__Exercise prompt__. Only lines with the string "grid" are wanted. Pull them out of the data.

__Data to examine__.

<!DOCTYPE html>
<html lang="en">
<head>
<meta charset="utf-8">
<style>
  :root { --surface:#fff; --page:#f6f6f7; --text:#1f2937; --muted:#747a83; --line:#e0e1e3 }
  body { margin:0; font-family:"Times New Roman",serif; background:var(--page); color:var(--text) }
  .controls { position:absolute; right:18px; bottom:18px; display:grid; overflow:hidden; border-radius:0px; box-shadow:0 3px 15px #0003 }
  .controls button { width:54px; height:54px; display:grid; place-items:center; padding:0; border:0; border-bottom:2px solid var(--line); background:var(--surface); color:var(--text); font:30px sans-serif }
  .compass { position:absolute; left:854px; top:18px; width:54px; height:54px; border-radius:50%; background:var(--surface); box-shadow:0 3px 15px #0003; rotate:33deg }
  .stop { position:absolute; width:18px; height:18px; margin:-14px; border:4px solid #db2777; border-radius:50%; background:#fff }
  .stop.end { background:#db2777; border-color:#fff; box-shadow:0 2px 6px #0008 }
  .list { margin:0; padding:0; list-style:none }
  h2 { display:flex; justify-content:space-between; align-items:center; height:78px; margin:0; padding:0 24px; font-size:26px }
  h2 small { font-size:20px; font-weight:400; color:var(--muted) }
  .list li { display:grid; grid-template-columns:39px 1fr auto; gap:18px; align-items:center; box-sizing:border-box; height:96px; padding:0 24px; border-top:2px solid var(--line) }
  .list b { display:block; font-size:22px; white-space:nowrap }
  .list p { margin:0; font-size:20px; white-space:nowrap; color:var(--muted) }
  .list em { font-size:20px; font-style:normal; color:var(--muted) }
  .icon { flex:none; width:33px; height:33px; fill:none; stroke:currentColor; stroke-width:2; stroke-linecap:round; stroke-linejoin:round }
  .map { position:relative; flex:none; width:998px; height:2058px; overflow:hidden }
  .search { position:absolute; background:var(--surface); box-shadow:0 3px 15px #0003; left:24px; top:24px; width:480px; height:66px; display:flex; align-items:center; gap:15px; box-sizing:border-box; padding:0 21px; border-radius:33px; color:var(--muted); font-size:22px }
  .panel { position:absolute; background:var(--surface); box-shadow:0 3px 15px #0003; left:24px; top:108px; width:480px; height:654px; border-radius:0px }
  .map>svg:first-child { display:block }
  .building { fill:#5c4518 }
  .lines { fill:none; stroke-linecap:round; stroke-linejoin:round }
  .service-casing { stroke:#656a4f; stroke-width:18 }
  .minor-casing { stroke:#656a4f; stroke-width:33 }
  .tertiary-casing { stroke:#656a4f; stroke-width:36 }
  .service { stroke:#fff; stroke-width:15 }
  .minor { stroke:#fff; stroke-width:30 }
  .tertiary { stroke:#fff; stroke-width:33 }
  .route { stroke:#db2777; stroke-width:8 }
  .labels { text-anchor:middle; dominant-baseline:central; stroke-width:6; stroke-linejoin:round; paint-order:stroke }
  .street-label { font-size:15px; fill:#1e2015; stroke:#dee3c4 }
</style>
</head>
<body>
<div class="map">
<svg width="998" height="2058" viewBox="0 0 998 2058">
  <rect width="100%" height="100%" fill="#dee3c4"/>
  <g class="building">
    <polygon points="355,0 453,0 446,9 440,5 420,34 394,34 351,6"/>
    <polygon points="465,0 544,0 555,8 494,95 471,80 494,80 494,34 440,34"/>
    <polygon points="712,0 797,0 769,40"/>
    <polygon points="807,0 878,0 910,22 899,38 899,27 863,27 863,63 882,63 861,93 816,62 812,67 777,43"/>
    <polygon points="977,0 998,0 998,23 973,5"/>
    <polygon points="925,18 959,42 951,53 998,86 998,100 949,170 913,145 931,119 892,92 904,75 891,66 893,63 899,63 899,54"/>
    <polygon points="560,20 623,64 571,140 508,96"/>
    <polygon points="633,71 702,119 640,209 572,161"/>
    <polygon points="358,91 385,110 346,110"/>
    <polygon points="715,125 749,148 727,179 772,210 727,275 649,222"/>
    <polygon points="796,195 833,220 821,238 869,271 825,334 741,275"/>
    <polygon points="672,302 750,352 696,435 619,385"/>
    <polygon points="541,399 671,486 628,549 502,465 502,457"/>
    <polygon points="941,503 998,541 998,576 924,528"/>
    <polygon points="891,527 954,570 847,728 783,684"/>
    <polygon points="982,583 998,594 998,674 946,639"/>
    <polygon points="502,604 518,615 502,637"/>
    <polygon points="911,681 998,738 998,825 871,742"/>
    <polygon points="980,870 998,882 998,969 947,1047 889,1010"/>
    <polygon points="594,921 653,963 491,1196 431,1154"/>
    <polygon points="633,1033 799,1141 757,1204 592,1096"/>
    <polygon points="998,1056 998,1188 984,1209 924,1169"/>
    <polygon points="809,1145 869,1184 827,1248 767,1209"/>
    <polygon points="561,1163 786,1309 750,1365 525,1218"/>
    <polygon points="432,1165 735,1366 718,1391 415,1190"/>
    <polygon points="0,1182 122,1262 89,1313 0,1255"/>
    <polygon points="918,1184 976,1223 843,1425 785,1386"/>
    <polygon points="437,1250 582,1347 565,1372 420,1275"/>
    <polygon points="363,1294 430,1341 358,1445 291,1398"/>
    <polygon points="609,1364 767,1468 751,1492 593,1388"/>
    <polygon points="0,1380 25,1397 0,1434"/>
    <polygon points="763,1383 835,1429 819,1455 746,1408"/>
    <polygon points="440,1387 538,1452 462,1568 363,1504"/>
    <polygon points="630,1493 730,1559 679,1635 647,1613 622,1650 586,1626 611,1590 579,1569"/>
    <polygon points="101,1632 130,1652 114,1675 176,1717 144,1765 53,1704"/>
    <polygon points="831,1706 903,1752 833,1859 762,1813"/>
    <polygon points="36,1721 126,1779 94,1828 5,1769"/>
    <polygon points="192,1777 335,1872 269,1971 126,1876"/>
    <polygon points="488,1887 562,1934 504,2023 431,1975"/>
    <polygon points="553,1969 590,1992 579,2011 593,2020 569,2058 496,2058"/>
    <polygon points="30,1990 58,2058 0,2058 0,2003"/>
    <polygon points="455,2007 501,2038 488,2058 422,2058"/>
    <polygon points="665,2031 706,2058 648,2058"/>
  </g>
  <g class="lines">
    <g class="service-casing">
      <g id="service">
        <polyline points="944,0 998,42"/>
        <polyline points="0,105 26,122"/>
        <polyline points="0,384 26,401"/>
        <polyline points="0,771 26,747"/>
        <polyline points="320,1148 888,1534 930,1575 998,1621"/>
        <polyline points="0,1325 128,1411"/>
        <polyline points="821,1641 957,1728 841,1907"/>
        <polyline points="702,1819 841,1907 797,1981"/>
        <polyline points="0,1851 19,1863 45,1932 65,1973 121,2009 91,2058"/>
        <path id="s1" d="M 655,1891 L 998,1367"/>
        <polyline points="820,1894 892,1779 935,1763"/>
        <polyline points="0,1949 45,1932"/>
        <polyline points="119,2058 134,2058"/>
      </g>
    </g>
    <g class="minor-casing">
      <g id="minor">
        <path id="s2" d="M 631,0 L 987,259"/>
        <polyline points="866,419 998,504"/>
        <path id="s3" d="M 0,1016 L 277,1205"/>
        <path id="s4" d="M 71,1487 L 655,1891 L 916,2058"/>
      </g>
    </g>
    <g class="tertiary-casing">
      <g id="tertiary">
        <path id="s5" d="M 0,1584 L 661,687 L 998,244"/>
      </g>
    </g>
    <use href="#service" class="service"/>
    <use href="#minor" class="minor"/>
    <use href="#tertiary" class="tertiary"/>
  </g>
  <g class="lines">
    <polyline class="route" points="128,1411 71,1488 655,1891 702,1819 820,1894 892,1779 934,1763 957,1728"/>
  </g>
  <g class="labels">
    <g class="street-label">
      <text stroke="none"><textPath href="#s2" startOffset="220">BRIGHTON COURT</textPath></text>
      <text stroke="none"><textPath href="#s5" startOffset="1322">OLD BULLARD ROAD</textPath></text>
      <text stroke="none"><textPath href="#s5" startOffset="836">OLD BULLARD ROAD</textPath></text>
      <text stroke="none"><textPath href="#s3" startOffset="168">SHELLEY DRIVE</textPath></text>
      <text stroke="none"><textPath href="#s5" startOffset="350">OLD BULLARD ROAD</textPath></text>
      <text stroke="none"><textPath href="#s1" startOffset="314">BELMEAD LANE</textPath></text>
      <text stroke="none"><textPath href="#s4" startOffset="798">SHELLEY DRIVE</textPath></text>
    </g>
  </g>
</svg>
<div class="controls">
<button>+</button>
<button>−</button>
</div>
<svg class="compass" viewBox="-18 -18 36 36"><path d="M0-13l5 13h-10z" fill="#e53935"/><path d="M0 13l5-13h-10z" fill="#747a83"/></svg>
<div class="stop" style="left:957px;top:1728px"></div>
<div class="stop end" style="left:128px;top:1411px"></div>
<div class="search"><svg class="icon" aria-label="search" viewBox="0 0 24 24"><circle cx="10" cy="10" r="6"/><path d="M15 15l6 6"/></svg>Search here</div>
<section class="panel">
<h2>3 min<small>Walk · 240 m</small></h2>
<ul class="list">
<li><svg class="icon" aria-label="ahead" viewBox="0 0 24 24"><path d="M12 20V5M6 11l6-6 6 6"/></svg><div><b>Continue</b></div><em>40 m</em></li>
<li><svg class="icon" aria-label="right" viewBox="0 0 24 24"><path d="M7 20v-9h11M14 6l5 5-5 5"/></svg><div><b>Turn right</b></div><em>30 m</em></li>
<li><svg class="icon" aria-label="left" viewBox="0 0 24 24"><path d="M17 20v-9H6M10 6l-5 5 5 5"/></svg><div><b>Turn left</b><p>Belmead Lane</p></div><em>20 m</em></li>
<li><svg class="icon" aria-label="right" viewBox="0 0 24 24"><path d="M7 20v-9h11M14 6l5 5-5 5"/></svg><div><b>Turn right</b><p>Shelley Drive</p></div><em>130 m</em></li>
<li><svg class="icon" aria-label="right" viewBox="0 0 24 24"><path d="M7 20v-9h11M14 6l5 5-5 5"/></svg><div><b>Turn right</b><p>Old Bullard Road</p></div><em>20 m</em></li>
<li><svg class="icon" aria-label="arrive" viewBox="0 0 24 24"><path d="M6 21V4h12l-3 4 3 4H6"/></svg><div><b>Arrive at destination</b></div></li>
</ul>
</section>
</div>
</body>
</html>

__Completed task__.
  .controls { position:absolute; right:18px; bottom:18px; display:grid; overflow:hidden; border-radius:0px; box-shadow:0 3px 15px #0003 }
  .controls button { width:54px; height:54px; display:grid; place-items:center; padding:0; border:0; border-bottom:2px solid var(--line); background:var(--surface); color:var(--text); font:30px sans-serif }
  .list li { display:grid; grid-template-columns:39px 1fr auto; gap:18px; align-items:center; box-sizing:border-box; height:96px; padding:0 24px; border-top:2px solid var(--line) }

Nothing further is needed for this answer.